»»
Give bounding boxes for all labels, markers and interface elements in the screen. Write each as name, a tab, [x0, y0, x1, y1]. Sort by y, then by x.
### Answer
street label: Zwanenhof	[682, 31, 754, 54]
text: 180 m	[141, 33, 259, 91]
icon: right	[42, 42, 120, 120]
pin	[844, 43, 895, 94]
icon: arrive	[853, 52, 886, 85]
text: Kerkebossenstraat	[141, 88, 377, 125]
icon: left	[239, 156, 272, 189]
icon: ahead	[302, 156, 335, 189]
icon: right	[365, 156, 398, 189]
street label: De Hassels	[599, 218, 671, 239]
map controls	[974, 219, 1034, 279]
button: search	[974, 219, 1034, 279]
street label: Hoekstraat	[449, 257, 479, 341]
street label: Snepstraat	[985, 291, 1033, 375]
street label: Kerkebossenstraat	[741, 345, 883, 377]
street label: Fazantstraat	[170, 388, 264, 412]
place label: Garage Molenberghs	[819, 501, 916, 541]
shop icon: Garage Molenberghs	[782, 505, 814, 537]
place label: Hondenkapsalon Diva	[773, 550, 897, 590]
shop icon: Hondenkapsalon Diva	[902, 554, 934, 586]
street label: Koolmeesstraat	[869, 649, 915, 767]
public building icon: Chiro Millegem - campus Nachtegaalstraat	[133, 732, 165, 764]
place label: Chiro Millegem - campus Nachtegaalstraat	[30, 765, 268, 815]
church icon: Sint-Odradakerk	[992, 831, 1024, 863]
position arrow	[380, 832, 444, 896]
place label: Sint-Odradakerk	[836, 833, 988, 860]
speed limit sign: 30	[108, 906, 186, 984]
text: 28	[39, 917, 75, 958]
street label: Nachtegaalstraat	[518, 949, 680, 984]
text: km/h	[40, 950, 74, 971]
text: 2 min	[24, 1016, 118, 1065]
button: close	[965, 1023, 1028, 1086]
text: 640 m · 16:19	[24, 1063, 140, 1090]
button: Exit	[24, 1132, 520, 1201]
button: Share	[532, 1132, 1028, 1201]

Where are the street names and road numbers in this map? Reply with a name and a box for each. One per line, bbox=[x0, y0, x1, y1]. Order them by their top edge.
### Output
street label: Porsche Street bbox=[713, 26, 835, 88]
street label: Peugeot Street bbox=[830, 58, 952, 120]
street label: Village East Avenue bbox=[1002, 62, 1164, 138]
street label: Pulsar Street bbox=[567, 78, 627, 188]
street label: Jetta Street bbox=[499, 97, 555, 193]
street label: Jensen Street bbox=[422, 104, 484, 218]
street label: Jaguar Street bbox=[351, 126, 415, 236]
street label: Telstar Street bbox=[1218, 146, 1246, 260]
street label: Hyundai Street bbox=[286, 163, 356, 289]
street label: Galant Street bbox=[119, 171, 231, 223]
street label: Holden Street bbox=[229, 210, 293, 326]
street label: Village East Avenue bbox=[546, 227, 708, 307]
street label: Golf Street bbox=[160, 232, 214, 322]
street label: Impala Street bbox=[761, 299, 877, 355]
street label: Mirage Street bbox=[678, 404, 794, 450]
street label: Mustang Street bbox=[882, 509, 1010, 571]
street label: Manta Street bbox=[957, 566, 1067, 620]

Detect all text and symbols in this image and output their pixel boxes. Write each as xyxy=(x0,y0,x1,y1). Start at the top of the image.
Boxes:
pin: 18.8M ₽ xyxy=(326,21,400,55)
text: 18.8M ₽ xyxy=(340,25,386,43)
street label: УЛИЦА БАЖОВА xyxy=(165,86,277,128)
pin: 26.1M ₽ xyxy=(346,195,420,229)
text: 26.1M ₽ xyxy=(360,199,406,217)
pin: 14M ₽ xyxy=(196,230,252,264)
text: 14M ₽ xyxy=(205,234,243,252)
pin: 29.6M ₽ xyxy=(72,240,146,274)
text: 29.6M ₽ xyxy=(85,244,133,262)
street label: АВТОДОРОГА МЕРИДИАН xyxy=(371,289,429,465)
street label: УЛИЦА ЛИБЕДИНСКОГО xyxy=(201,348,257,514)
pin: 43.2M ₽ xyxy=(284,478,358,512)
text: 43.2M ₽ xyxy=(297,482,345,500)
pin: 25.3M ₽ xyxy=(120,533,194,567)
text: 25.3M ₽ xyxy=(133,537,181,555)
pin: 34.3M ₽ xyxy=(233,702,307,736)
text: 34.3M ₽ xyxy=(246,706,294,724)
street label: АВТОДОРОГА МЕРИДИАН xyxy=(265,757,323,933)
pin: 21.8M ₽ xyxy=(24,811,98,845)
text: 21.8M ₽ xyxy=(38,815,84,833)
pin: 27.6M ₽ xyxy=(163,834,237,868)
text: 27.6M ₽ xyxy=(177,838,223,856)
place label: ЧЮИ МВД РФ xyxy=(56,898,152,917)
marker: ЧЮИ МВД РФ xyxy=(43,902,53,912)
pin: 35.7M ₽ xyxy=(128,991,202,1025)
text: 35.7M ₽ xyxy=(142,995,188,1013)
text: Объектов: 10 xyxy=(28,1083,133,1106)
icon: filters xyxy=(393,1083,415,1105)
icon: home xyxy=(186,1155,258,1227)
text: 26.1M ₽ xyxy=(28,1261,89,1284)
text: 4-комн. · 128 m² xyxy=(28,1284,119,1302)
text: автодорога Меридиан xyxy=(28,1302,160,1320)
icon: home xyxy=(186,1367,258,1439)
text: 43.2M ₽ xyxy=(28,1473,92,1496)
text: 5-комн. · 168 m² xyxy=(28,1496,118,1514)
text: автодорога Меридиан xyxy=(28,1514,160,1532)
««
• [Exercise brief]
Please set down the whole listing above without altering a single line.

• [Response for this exercise]
Give bounding boxes for all labels, markers and interface elements in the screen. Write each as name, a tab, [x0, y0, x1, y1]. Sort by y, then by x.
### Answer
street label: Zwanenhof	[682, 31, 754, 54]
text: 180 m	[141, 33, 259, 91]
icon: right	[42, 42, 120, 120]
pin	[844, 43, 895, 94]
icon: arrive	[853, 52, 886, 85]
text: Kerkebossenstraat	[141, 88, 377, 125]
icon: left	[239, 156, 272, 189]
icon: ahead	[302, 156, 335, 189]
icon: right	[365, 156, 398, 189]
street label: De Hassels	[599, 218, 671, 239]
map controls	[974, 219, 1034, 279]
button: search	[974, 219, 1034, 279]
street label: Hoekstraat	[449, 257, 479, 341]
street label: Snepstraat	[985, 291, 1033, 375]
street label: Kerkebossenstraat	[741, 345, 883, 377]
street label: Fazantstraat	[170, 388, 264, 412]
place label: Garage Molenberghs	[819, 501, 916, 541]
shop icon: Garage Molenberghs	[782, 505, 814, 537]
place label: Hondenkapsalon Diva	[773, 550, 897, 590]
shop icon: Hondenkapsalon Diva	[902, 554, 934, 586]
street label: Koolmeesstraat	[869, 649, 915, 767]
public building icon: Chiro Millegem - campus Nachtegaalstraat	[133, 732, 165, 764]
place label: Chiro Millegem - campus Nachtegaalstraat	[30, 765, 268, 815]
church icon: Sint-Odradakerk	[992, 831, 1024, 863]
position arrow	[380, 832, 444, 896]
place label: Sint-Odradakerk	[836, 833, 988, 860]
speed limit sign: 30	[108, 906, 186, 984]
text: 28	[39, 917, 75, 958]
street label: Nachtegaalstraat	[518, 949, 680, 984]
text: km/h	[40, 950, 74, 971]
text: 2 min	[24, 1016, 118, 1065]
button: close	[965, 1023, 1028, 1086]
text: 640 m · 16:19	[24, 1063, 140, 1090]
button: Exit	[24, 1132, 520, 1201]
button: Share	[532, 1132, 1028, 1201]

Where are the street names and road numbers in this map? Reply with a name and a box for each. One per line, bbox=[x0, y0, x1, y1]. Order them by their top edge.
### Output
street label: Porsche Street bbox=[713, 26, 835, 88]
street label: Peugeot Street bbox=[830, 58, 952, 120]
street label: Village East Avenue bbox=[1002, 62, 1164, 138]
street label: Pulsar Street bbox=[567, 78, 627, 188]
street label: Jetta Street bbox=[499, 97, 555, 193]
street label: Jensen Street bbox=[422, 104, 484, 218]
street label: Jaguar Street bbox=[351, 126, 415, 236]
street label: Telstar Street bbox=[1218, 146, 1246, 260]
street label: Hyundai Street bbox=[286, 163, 356, 289]
street label: Galant Street bbox=[119, 171, 231, 223]
street label: Holden Street bbox=[229, 210, 293, 326]
street label: Village East Avenue bbox=[546, 227, 708, 307]
street label: Golf Street bbox=[160, 232, 214, 322]
street label: Impala Street bbox=[761, 299, 877, 355]
street label: Mirage Street bbox=[678, 404, 794, 450]
street label: Mustang Street bbox=[882, 509, 1010, 571]
street label: Manta Street bbox=[957, 566, 1067, 620]

Detect all text and symbols in this image and output their pixel boxes. Write each as xyxy=(x0,y0,x1,y1). Start at the top of the image.
Boxes:
pin: 18.8M ₽ xyxy=(326,21,400,55)
text: 18.8M ₽ xyxy=(340,25,386,43)
street label: УЛИЦА БАЖОВА xyxy=(165,86,277,128)
pin: 26.1M ₽ xyxy=(346,195,420,229)
text: 26.1M ₽ xyxy=(360,199,406,217)
pin: 14M ₽ xyxy=(196,230,252,264)
text: 14M ₽ xyxy=(205,234,243,252)
pin: 29.6M ₽ xyxy=(72,240,146,274)
text: 29.6M ₽ xyxy=(85,244,133,262)
street label: АВТОДОРОГА МЕРИДИАН xyxy=(371,289,429,465)
street label: УЛИЦА ЛИБЕДИНСКОГО xyxy=(201,348,257,514)
pin: 43.2M ₽ xyxy=(284,478,358,512)
text: 43.2M ₽ xyxy=(297,482,345,500)
pin: 25.3M ₽ xyxy=(120,533,194,567)
text: 25.3M ₽ xyxy=(133,537,181,555)
pin: 34.3M ₽ xyxy=(233,702,307,736)
text: 34.3M ₽ xyxy=(246,706,294,724)
street label: АВТОДОРОГА МЕРИДИАН xyxy=(265,757,323,933)
pin: 21.8M ₽ xyxy=(24,811,98,845)
text: 21.8M ₽ xyxy=(38,815,84,833)
pin: 27.6M ₽ xyxy=(163,834,237,868)
text: 27.6M ₽ xyxy=(177,838,223,856)
place label: ЧЮИ МВД РФ xyxy=(56,898,152,917)
marker: ЧЮИ МВД РФ xyxy=(43,902,53,912)
pin: 35.7M ₽ xyxy=(128,991,202,1025)
text: 35.7M ₽ xyxy=(142,995,188,1013)
text: Объектов: 10 xyxy=(28,1083,133,1106)
icon: filters xyxy=(393,1083,415,1105)
icon: home xyxy=(186,1155,258,1227)
text: 26.1M ₽ xyxy=(28,1261,89,1284)
text: 4-комн. · 128 m² xyxy=(28,1284,119,1302)
text: автодорога Меридиан xyxy=(28,1302,160,1320)
icon: home xyxy=(186,1367,258,1439)
text: 43.2M ₽ xyxy=(28,1473,92,1496)
text: 5-комн. · 168 m² xyxy=(28,1496,118,1514)
text: автодорога Меридиан xyxy=(28,1514,160,1532)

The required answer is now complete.